Nachman Syrkin – 1867-1924
Nachman Syrkin 1867-1924 was born into a religious family in Russia and, like Hess, abandoned religion for socialism. He was active in Hovevei Zion and a socialist when he was young. He was influenced by Ber Borochov.
At the First Zionist Congress in 1897 Syrkin was one of the leaders of the socialist Zionist faction and was an early proponent of the Jewish National Fund. He was the first person to propose that olim to Palestine form collective settlements.
Syrkin helped establish socialist Zionist groups throughout Europe. He expelled from Germany in 1904 returned to Russia after the Revolution of 1905. In 1905 he attended the Basle Seventh Zionist Congress as a delegate of the new Zionist Socialist Workers Party.

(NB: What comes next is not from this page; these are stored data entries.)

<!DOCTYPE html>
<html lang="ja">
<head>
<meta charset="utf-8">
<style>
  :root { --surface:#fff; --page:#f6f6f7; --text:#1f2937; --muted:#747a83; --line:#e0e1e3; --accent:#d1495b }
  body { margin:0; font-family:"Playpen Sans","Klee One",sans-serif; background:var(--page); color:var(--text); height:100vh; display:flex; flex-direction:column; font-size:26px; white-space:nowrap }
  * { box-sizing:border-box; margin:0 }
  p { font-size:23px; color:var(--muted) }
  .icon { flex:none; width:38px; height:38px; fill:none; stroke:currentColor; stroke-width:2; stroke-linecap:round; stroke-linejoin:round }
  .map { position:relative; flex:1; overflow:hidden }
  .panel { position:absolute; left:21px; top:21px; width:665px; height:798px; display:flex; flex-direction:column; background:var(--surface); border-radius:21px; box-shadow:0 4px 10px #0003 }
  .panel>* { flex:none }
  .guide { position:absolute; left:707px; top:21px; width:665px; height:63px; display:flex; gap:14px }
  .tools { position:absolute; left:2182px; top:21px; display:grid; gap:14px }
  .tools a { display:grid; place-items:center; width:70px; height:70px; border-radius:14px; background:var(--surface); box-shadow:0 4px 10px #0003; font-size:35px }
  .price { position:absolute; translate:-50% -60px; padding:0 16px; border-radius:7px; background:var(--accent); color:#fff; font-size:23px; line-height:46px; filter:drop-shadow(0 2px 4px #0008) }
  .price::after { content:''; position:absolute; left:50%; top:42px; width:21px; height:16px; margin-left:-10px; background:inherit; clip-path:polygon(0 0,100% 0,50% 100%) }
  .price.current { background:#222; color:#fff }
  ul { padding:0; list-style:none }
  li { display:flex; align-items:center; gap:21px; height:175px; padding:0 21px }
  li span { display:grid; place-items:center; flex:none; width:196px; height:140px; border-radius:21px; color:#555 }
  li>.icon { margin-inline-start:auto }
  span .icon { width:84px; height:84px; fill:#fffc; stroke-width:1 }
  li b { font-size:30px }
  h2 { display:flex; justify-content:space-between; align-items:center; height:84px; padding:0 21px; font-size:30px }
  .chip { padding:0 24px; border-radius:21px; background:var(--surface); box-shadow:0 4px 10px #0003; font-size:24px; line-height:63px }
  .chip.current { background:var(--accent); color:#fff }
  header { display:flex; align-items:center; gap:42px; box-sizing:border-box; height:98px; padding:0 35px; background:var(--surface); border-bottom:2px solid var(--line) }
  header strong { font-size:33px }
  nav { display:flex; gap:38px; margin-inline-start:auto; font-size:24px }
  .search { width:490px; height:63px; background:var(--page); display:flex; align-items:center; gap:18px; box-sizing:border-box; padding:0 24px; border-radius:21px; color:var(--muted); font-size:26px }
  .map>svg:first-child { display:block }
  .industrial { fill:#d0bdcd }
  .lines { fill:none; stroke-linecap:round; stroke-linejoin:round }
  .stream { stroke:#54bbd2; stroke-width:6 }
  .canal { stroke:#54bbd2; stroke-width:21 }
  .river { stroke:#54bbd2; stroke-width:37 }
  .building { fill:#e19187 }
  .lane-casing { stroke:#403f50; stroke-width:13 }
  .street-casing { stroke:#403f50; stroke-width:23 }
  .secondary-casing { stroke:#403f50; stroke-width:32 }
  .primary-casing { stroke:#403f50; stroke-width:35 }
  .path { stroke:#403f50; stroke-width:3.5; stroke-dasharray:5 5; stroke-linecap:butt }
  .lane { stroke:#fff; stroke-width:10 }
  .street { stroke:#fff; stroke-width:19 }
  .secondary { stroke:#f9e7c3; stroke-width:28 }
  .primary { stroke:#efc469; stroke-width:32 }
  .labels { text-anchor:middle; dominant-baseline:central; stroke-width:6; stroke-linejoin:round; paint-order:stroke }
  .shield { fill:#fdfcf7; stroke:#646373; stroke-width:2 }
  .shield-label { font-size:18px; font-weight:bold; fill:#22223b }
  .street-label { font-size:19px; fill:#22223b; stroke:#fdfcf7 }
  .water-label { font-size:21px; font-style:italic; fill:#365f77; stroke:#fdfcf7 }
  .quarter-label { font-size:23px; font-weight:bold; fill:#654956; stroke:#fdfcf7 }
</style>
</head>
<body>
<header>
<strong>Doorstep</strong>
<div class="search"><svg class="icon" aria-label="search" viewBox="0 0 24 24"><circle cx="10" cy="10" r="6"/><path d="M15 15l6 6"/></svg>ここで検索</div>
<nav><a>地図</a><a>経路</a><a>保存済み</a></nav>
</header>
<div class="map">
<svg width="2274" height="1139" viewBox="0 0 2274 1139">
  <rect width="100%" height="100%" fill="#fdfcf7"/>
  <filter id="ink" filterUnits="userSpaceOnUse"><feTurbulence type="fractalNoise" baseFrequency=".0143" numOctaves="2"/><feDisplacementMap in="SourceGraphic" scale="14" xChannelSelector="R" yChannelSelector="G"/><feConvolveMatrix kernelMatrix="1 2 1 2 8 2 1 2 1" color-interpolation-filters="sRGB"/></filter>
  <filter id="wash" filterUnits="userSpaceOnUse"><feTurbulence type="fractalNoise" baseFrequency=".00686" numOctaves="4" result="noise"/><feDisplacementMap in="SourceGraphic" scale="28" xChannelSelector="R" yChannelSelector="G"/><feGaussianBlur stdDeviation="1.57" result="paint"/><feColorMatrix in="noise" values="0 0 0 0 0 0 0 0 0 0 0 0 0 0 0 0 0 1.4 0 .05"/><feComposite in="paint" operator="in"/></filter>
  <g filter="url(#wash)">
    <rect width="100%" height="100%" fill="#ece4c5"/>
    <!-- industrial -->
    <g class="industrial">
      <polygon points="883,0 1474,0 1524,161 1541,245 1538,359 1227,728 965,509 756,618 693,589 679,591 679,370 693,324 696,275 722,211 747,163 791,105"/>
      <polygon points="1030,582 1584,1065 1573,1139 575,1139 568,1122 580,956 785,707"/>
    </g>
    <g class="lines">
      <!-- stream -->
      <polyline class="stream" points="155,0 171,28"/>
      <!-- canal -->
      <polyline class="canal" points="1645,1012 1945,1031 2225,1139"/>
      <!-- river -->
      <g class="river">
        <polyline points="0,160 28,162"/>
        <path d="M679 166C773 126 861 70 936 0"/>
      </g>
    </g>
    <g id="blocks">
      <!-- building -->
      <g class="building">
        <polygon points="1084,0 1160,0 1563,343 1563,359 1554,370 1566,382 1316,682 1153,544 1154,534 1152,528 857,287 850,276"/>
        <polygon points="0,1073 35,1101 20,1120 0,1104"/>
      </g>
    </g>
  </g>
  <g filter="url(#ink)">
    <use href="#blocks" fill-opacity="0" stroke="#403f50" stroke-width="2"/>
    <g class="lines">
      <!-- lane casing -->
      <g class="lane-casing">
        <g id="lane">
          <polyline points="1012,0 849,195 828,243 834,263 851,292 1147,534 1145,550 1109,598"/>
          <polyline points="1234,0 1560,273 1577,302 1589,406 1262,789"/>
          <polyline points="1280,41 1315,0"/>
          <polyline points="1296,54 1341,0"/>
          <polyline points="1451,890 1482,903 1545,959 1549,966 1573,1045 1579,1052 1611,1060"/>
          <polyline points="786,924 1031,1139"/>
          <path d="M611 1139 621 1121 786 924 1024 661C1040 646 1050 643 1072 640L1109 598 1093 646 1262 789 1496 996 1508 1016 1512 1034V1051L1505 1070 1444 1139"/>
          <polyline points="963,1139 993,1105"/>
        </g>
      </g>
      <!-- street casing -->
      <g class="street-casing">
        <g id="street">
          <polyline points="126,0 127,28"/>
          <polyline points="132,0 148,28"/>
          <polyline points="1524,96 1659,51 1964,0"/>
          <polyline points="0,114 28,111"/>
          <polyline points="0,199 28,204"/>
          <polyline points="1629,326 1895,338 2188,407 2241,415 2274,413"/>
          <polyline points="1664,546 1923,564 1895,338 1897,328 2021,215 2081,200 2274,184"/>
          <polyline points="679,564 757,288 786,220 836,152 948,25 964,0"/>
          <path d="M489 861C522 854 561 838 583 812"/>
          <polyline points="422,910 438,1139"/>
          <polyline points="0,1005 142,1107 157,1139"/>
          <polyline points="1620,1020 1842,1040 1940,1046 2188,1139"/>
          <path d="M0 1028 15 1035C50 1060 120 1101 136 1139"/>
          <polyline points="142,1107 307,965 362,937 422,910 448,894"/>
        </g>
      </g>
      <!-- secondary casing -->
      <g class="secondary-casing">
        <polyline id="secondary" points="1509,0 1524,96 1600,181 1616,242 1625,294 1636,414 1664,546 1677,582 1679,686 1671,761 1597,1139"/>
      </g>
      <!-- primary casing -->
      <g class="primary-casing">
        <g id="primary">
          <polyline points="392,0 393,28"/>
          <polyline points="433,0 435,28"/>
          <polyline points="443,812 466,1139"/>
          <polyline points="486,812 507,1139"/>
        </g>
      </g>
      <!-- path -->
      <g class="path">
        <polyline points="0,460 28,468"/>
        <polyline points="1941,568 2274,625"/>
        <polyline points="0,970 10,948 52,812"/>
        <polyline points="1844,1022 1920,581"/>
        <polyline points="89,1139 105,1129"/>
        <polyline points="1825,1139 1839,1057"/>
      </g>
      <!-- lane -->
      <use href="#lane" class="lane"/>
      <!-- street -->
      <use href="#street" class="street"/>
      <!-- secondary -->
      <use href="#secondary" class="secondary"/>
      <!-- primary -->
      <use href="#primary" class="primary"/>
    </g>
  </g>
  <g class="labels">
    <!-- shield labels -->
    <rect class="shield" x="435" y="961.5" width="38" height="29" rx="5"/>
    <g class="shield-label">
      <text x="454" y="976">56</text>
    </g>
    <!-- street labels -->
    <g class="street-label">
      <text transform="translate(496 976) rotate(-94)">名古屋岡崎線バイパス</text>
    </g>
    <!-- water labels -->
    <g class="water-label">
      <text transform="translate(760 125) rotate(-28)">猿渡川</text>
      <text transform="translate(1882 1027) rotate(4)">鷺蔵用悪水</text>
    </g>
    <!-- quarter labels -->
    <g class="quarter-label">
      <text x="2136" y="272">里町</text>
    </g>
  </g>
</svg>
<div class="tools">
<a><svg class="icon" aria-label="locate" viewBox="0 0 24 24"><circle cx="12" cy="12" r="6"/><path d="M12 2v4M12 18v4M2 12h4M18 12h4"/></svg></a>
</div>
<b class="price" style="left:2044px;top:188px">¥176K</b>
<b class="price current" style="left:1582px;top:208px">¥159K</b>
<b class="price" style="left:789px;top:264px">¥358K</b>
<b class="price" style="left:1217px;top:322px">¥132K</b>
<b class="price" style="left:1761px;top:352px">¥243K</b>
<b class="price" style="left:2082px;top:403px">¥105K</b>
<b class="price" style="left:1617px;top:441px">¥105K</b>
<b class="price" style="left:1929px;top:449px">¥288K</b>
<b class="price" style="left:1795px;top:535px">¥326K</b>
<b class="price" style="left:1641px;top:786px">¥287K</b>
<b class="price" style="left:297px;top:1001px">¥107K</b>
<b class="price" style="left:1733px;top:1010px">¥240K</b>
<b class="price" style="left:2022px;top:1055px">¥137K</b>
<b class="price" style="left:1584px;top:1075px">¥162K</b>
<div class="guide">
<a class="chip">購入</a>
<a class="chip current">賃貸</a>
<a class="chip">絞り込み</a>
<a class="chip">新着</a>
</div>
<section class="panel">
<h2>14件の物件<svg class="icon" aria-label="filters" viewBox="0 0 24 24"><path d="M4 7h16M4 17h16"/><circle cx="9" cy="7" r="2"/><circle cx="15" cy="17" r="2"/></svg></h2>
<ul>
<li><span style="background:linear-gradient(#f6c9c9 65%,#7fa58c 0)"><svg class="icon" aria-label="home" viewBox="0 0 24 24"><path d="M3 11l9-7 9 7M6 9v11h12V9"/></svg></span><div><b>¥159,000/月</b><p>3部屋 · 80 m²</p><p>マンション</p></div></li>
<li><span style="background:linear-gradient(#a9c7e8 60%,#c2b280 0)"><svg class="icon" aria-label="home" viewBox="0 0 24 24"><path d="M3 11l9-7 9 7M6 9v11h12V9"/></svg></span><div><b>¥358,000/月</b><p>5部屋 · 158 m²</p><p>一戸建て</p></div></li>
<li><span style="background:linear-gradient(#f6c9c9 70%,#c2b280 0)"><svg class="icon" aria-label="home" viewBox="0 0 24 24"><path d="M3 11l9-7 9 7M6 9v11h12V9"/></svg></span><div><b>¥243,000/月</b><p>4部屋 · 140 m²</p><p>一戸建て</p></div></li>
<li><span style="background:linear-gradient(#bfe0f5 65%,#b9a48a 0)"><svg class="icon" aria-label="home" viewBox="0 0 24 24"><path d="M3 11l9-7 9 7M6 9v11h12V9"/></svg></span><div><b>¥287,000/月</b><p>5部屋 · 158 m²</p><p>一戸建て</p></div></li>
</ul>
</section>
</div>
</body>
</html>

In 1904 when the British proposed to the Zionist movement Uganda as a national home for the Jewish people, Syrkin headed a Zionist splinter group advocating acceptance of the British offer. Syrkin contended that while the Jews had no land of their own, Jewish lives were everywhere in peril. The Jews needed immediate refuge, and a state in Uganda was better than no state in Palestine. The majority of the Zionist Congress, arguing that the goal of Zionism could only be a state in the Jewish homeland, turned down the British proposal
In 1907 he moved to the United States but in 1909, he returned to the mainstream Zionist movement by joining Poale Zion (Po‘alei Tziyon, ‘Workers of Zion’) and became one of its leaders.
In 1919, Syrkin was a member of the American Jewish delegation to the Versailles Peace Conference. He was also a leading figure in the World Poale Zion conference and was asked to visit Eretz Israel to develop a plan for kibbutz settlement. He intended to relocate to Eretz Israel, but died of a heart attack in 1924 in New York City.
In 1951 his remains were buried in the Kinneret Cemetery alongside other founders of Labour Zionism. Kfar Sirkin, founded in 1933 close to Petach Tikva, is named for him.